(Assignment) For the entries below, the expected answer is the line with "M225 301 237 308 231 318 219 310Z", the line with "M956 852 962 853 957 873 951 872Z", and every line between them, exactly as written, and nothing more.

-- Data supplied follows --

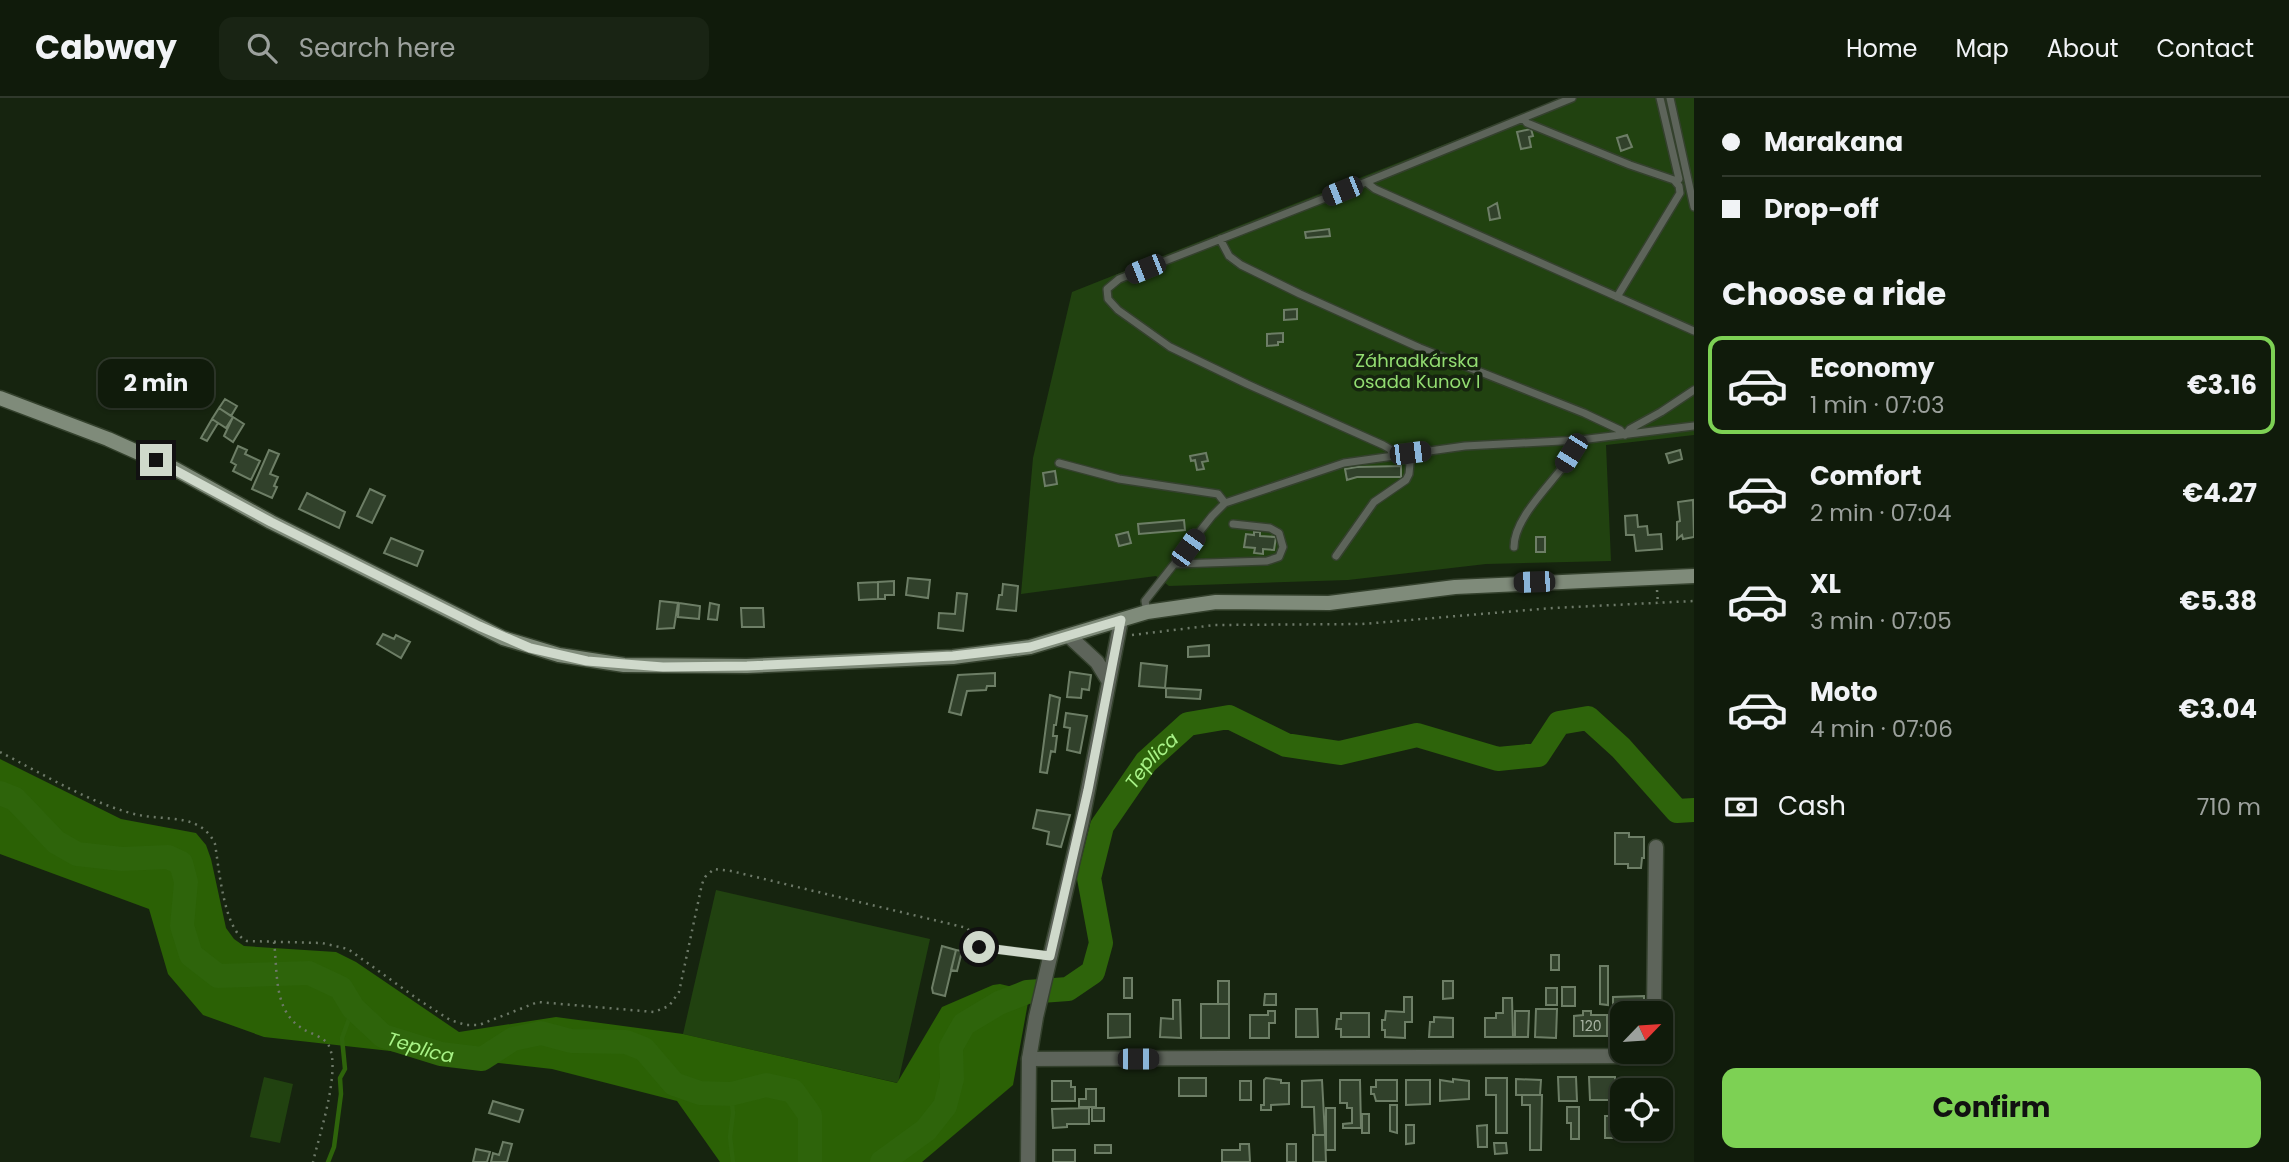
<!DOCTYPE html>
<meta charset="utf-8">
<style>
:root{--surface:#101b0b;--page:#192414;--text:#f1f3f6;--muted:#9ca19d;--line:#30392c;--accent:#7dd154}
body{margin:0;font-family:Poppins,sans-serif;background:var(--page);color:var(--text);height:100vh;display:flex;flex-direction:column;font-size:26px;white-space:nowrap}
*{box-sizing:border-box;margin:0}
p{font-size:23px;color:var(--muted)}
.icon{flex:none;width:38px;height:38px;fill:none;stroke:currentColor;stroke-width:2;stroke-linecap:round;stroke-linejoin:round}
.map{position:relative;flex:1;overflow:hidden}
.details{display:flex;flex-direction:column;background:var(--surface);width:595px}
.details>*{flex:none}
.guide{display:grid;align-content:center;height:154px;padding:0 28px;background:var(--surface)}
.needle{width:46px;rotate:65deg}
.fabs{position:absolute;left:1610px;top:903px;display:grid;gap:14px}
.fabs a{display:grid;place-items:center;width:63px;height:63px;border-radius:14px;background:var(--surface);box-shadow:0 2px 5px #0004,0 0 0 2px var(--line);font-size:35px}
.end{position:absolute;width:32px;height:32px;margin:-16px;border:9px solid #cfd9cb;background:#111;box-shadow:0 0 0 4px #111}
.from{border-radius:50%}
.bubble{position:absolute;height:49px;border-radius:14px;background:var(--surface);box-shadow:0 2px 5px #0004,0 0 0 2px var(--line);font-size:23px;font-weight:700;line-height:49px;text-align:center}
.car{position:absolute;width:21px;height:42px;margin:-21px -10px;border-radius:9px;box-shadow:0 0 5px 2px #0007;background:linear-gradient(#222 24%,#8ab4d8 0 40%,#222 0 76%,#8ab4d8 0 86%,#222 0)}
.guide b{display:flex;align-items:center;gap:24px;height:66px;font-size:26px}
.guide b+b{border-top:2px solid var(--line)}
.guide i{width:18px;height:18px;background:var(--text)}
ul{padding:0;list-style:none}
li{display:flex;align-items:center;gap:21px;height:98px;margin:0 14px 10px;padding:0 14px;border:4px solid transparent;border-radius:14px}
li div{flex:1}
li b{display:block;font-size:26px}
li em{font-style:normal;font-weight:700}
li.current{border-color:var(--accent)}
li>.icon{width:63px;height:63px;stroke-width:1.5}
h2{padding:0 28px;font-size:32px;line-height:84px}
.pay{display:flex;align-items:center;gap:18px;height:77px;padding:0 28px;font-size:26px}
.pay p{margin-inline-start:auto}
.primary-button{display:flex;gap:14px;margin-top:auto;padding:14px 28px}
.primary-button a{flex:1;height:80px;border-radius:14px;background:var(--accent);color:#111;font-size:28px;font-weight:700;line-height:80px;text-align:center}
header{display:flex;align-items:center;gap:42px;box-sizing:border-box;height:98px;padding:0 35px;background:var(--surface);border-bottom:2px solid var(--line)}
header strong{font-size:33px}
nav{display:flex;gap:38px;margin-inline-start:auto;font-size:24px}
.search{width:490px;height:63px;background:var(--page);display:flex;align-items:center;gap:18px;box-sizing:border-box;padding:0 24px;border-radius:14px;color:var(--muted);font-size:26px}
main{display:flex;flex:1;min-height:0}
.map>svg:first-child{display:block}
.green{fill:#214210}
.forest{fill:#2b6105}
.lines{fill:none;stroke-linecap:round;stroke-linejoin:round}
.stream{stroke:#2e640b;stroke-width:4.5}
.river{stroke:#2e640b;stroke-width:24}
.building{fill:#31412b;stroke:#6d7e66;stroke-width:2}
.service-casing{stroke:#34412d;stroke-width:10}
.minor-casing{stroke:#34412d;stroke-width:17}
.tertiary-casing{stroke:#34412d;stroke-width:17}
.secondary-casing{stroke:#34412d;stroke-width:17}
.path{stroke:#6d7968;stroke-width:2.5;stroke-dasharray:2 5;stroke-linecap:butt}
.service{stroke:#5d645a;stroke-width:7}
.minor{stroke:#5d645a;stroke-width:14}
.tertiary{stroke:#5d645a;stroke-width:14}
.secondary{stroke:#7f8b7a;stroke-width:14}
.route{stroke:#cfd9cb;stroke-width:9}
.labels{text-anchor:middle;stroke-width:7;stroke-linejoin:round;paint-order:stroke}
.number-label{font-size:14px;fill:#a8b3a3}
.park-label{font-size:18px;fill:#92dc71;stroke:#16240f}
.water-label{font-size:19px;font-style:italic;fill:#a8f387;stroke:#16240f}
</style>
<header>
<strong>Cabway</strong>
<div class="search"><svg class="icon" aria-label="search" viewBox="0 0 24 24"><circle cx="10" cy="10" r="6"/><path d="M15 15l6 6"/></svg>Search here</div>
<nav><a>Home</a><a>Map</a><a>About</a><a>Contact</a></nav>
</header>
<main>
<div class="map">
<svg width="1694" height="1064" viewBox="0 0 1694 1064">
<rect width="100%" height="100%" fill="#16240f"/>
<path class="green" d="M1561 0H1694V337L1606 347 1611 463 1486 466 1348 482 1169 488 1156 478 1021 496 1033 360 1072 194Z
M716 792 930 841 898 985 683 936Z
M264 979 293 986 280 1045 250 1039Z"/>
<path class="forest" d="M0 661 121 721 196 735 206 747 211 761 226 830 234 841 244 848 336 854 356 864 459 934 556 919 683 936 897 985 942 909 993 887 1000 886 1025 892 1029 899 1013 987 922 1064H720L677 1003 552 971 264 939 203 917 168 876 149 811 0 756Z"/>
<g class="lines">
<path class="stream" d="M731 996 733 1015 730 1039 733 1064
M328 1064 334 1049 341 996 340 980 345 971 342 940 353 910"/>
<g class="river">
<path id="s1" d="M0 695 15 701 56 744 77 756 122 761 168 759 181 765 186 784 182 828 191 857 218 878 309 875 341 890 353 910 383 938 441 956 482 961 513 941 541 935 571 943 626 944 644 951 674 986 700 995 731 996 766 987 793 993 810 1017V1064"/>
<path id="s2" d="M882 1064 926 1032 945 1008 952 981 951 949 964 926 999 905 1027 894 1068 891 1093 874 1101 845 1089 780 1102 728 1146 664 1188 626 1229 619 1286 647 1340 655 1417 637 1498 661 1538 657 1559 625 1588 620 1621 650 1677 713 1694 712"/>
</g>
</g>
<path class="building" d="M1531 31 1533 38 1529 39 1531 49 1521 51 1517 34Z
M1627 37 1632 49 1621 53 1617 40Z
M1497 105 1500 120 1490 122 1488 110Z
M1329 131 1330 138 1306 140 1305 134Z
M1297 211V221L1284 222V212Z
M1283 235V244H1278V247L1267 248V236Z
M225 301 237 308 231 318 219 310Z
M219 310 233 319 226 330 212 321Z
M233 319 244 326 233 344 224 338Z
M212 321 218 325 207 343 201 340Z
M238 348 247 352 245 356 260 363 251 382 233 373 236 367 231 364Z
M269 352 279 356 270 376 278 379 274 388 277 389 272 400 252 391Z
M1680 352 1682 361 1669 365 1666 356Z
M1206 355 1208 363 1202 364 1204 371 1197 372 1195 362 1191 363 1190 358Z
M1401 368V379H1357L1347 382 1345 371 1357 369Z
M1055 373 1057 386 1045 388 1043 375Z
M370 391 385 398 372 425 357 418Z
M307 395 345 414 339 430 299 411Z
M1693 402 1694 439 1683 441 1682 437 1677 441V424L1680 423 1678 404Z
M1637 417 1638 429 1647 428 1648 437 1661 436 1662 451 1636 453 1634 437H1626L1625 418Z
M1184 422 1185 432 1139 436 1138 426Z
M1128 434 1131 445 1119 448 1116 437Z
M1254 434H1260V438L1276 439 1274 452 1263 451V456L1254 455 1255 450 1244 449 1246 436 1254 437Z
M1536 439H1545V454H1536Z
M391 440 423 453 417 468 384 455Z
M908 480 930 482 928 500 906 497Z
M894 483V497H885V501H878V484Z
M878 484V501L859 502 858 485Z
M1003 486 1018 488 1016 513 997 511 999 497H1002Z
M957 495 967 496 963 533 938 530 939 515 955 516Z
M660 503 678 505 674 530 657 531Z
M679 505 700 508 699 521 678 519Z
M710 505 719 507 717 522 708 521Z
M741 510H763L764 529H742Z
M383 536 394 541 396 537 410 544 401 560 377 546Z
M1209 547V558L1188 559V549Z
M1141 565 1167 568 1165 590 1139 588Z
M1070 574 1091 577 1089 592 1082 591 1081 600 1067 599Z
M995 575V588H987L986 592 967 593 961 617 949 614 958 577Z
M1166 590 1201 592 1200 601 1166 599Z
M1050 597 1060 600 1056 627H1054L1053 638H1057L1055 654 1051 653 1047 675 1040 674Z
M1066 615 1087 618 1080 655 1067 652 1070 630 1064 629Z
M1037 712 1070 717 1061 749 1047 746 1049 734 1033 730Z
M1615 735H1629V739H1644V760H1642L1641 770H1628V766H1615Z
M942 848 956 852 945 898 933 895 932 890Z
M956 852 962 853 957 873 951 872Z
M1551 857H1559V872H1551Z
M1600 868H1608V907L1600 906Z
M1124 880H1132V900H1124Z
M1218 883H1229V906H1218Z
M1443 883H1453V900L1443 901Z
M1562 889H1575V908H1562Z
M1546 890H1557V907H1546Z
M1265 896H1276V907H1264Z
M1644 898V915L1613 917V899Z
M1404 899H1412V924H1405V940L1385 939V932H1382V922H1385L1386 913 1404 914Z
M1503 900H1512L1513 939H1485V920H1496V915H1503Z
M1173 902H1180L1181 940 1160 939 1161 920 1173 921Z
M1201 906H1229V940H1201Z
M1296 911H1317L1318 939H1296Z
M1536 911H1557L1556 940 1535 939Z
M1268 913H1275V925H1269V940H1250V917H1268Z
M1515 913H1529L1528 939H1515Z
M1583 913H1591V917H1607V938H1574V918L1583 917Z
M1341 915H1369V939H1341V931H1336L1337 921H1341Z
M1108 916H1130V939L1108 940Z
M1434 919 1453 920V939H1429L1430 924H1434Z
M1558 979H1576L1577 1003H1559Z
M1589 979H1615L1616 1002H1590Z
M1179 980H1206V998H1179Z
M1266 980 1281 982V985H1289V1006L1271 1007V1012H1261V1007H1264V982Z
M1486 980H1507V1035H1496V997H1486Z
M1453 981 1469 983V1001L1440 1003V982L1453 984Z
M1516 981 1541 982 1540 997H1516Z
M1322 982 1325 1037H1315L1314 1009H1302V983Z
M1340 982H1360L1361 1030H1343V1026L1352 1025V1010H1347V1005H1340Z
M1376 982H1397V1003H1376L1374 996H1371V989H1376Z
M1406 982H1430V1006L1406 1007Z
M1052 983H1071V989H1075V1003H1052Z
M1240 983H1251V1002H1240Z
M1086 991H1096V1009H1079V1001H1086Z
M1522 997H1542L1541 1052H1530V1007H1522Z
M493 1003 523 1012 519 1024 489 1015Z
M1390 1007H1397V1035L1390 1033Z
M1567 1009H1579V1041H1571V1025H1567Z
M1089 1010V1026H1067V1029L1053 1030 1052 1011Z
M1092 1010H1104V1023H1092Z
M1326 1010H1335V1052H1326Z
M1362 1016H1369V1035H1362Z
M1605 1018H1615V1040H1605Z
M1406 1027H1414V1045L1406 1046Z
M1487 1027V1049H1478L1477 1028Z
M1313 1037H1325L1326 1064H1313Z
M503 1044 512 1046 507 1064H491L493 1055 499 1057Z
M1494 1045H1506L1507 1055 1495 1056Z
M1240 1046H1249L1250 1064H1222V1052H1240Z
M1287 1046H1296V1064H1287Z
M1095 1047H1111V1055H1095Z
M476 1051 490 1054 487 1064H473Z
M1053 1052H1075V1064H1053Z"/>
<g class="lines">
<defs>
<path id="service" d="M1660 0 1679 81 1677 84
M1670 0 1694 109
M1523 20 1572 0
M1366 84 1523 20 1527 25 1630 67 1674 82 1679 88 1680 95 1617 199
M1220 141 1229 158 1241 167 1300 196 1420 250 1584 315 1620 332 1625 337 1630 331 1661 314 1694 292
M1393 357 1390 351 1383 347 1247 286 1170 249 1118 212 1108 201 1107 191 1119 181 1366 84 1375 91 1694 233
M1059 365 1119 381 1218 396 1225 405
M1514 449C1514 422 1546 391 1562 370 1568 361 1574 351 1580 342
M1336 458 1374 404 1406 382 1409 376 1411 355
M1176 466 1267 463 1279 459 1283 449 1279 435 1270 430 1233 426
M1147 514 1145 503 1212 418 1225 405 1344 365 1465 348 1580 342 1694 328
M979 849 1050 858"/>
<path id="minor" d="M1654 915 1656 749
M1029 961 1639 958 1646 954"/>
<path id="tertiary" d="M1070 539 1097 564 1108 582
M1028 1064 1029 961 1036 919 1082 723 1121 522"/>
<path id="secondary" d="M0 300 108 341 175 371 271 424 503 540 559 557 624 567 747 568 953 559 1030 549 1147 514 1216 504 1329 505 1455 489 1694 478"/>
</defs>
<use href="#service" class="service-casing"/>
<use href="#minor" class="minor-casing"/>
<use href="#tertiary" class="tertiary-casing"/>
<use href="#secondary" class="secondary-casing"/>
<path class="path" d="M1657 492 1658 506
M1132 537 1215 527 1362 526 1553 510 1694 503
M0 654C43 676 98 710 144 718 171 722 202 717 215 746 219 770 224 834 247 843L322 845 348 851 419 902 450 922 466 927H479L538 904 654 914 669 908 679 894 702 786 705 779 714 771 731 773 967 830 975 840
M274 844C278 876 273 913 303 931 311 936 325 939 329 948 341 973 319 1038 313 1064"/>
<use href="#service" class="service"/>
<use href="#minor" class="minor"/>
<use href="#tertiary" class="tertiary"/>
<use href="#secondary" class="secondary"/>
</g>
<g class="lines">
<path class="route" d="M156 362 271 424 479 528 530 550 587 563 663 569 747 568 953 558 1030 549 1121 522 1088 692 1050 858 979 849"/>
</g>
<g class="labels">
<g class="number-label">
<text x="1591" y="933">120</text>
</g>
<g class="park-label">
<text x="1417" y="269">Záhradkárska<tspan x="1417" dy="21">osada Kunov I</tspan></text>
</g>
<g class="water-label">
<text dy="7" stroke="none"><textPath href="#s2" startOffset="546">Teplica</textPath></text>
<text dy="7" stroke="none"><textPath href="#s1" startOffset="564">Teplica</textPath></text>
</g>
</g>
</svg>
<div class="fabs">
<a><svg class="needle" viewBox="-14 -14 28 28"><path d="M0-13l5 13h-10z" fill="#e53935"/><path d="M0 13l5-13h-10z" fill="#9ca19d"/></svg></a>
<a><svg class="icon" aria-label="locate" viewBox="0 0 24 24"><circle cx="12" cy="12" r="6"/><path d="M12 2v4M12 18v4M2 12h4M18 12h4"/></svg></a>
</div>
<i class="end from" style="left:979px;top:849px"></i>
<i class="end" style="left:156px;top:362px"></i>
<div class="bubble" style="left:98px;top:261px;width:116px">2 min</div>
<i class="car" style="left:1342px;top:93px;rotate:248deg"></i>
<i class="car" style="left:1145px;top:171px;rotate:248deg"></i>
<i class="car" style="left:1410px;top:355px;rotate:83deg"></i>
<i class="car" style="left:1571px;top:355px;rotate:212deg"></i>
<i class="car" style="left:1188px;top:450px;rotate:36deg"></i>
<i class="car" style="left:1534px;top:484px;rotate:268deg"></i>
<i class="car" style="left:1138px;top:961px;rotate:90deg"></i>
</div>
<section class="details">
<div class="guide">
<b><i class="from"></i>Marakana</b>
<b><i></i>Drop-off</b>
</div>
<h2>Choose a ride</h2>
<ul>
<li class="current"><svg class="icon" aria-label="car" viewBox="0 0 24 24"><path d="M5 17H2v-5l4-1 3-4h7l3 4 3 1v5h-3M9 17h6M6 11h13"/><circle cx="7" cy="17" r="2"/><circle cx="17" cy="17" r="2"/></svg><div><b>Economy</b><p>1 min · 07:03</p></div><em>€3.16</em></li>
<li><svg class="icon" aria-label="car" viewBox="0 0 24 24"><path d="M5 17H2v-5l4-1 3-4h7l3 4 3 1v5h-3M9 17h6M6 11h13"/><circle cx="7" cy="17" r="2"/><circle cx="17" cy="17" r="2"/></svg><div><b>Comfort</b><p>2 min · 07:04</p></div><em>€4.27</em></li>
<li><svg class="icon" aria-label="car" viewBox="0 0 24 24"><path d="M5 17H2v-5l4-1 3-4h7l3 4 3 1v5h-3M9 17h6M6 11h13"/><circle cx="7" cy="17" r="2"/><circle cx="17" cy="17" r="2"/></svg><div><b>XL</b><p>3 min · 07:05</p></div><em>€5.38</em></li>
<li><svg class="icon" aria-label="car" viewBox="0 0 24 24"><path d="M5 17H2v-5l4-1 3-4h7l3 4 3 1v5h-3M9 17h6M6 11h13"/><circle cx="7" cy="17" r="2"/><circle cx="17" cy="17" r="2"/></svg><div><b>Moto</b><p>4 min · 07:06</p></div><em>€3.04</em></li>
</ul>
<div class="pay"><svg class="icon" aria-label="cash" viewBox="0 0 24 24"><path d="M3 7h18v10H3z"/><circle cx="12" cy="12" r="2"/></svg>Cash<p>710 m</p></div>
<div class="primary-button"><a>Confirm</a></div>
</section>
</main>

-- Data supplied concluded --

(The completed task)
M225 301 237 308 231 318 219 310Z
M219 310 233 319 226 330 212 321Z
M233 319 244 326 233 344 224 338Z
M212 321 218 325 207 343 201 340Z
M238 348 247 352 245 356 260 363 251 382 233 373 236 367 231 364Z
M269 352 279 356 270 376 278 379 274 388 277 389 272 400 252 391Z
M1680 352 1682 361 1669 365 1666 356Z
M1206 355 1208 363 1202 364 1204 371 1197 372 1195 362 1191 363 1190 358Z
M1401 368V379H1357L1347 382 1345 371 1357 369Z
M1055 373 1057 386 1045 388 1043 375Z
M370 391 385 398 372 425 357 418Z
M307 395 345 414 339 430 299 411Z
M1693 402 1694 439 1683 441 1682 437 1677 441V424L1680 423 1678 404Z
M1637 417 1638 429 1647 428 1648 437 1661 436 1662 451 1636 453 1634 437H1626L1625 418Z
M1184 422 1185 432 1139 436 1138 426Z
M1128 434 1131 445 1119 448 1116 437Z
M1254 434H1260V438L1276 439 1274 452 1263 451V456L1254 455 1255 450 1244 449 1246 436 1254 437Z
M1536 439H1545V454H1536Z
M391 440 423 453 417 468 384 455Z
M908 480 930 482 928 500 906 497Z
M894 483V497H885V501H878V484Z
M878 484V501L859 502 858 485Z
M1003 486 1018 488 1016 513 997 511 999 497H1002Z
M957 495 967 496 963 533 938 530 939 515 955 516Z
M660 503 678 505 674 530 657 531Z
M679 505 700 508 699 521 678 519Z
M710 505 719 507 717 522 708 521Z
M741 510H763L764 529H742Z
M383 536 394 541 396 537 410 544 401 560 377 546Z
M1209 547V558L1188 559V549Z
M1141 565 1167 568 1165 590 1139 588Z
M1070 574 1091 577 1089 592 1082 591 1081 600 1067 599Z
M995 575V588H987L986 592 967 593 961 617 949 614 958 577Z
M1166 590 1201 592 1200 601 1166 599Z
M1050 597 1060 600 1056 627H1054L1053 638H1057L1055 654 1051 653 1047 675 1040 674Z
M1066 615 1087 618 1080 655 1067 652 1070 630 1064 629Z
M1037 712 1070 717 1061 749 1047 746 1049 734 1033 730Z
M1615 735H1629V739H1644V760H1642L1641 770H1628V766H1615Z
M942 848 956 852 945 898 933 895 932 890Z
M956 852 962 853 957 873 951 872Z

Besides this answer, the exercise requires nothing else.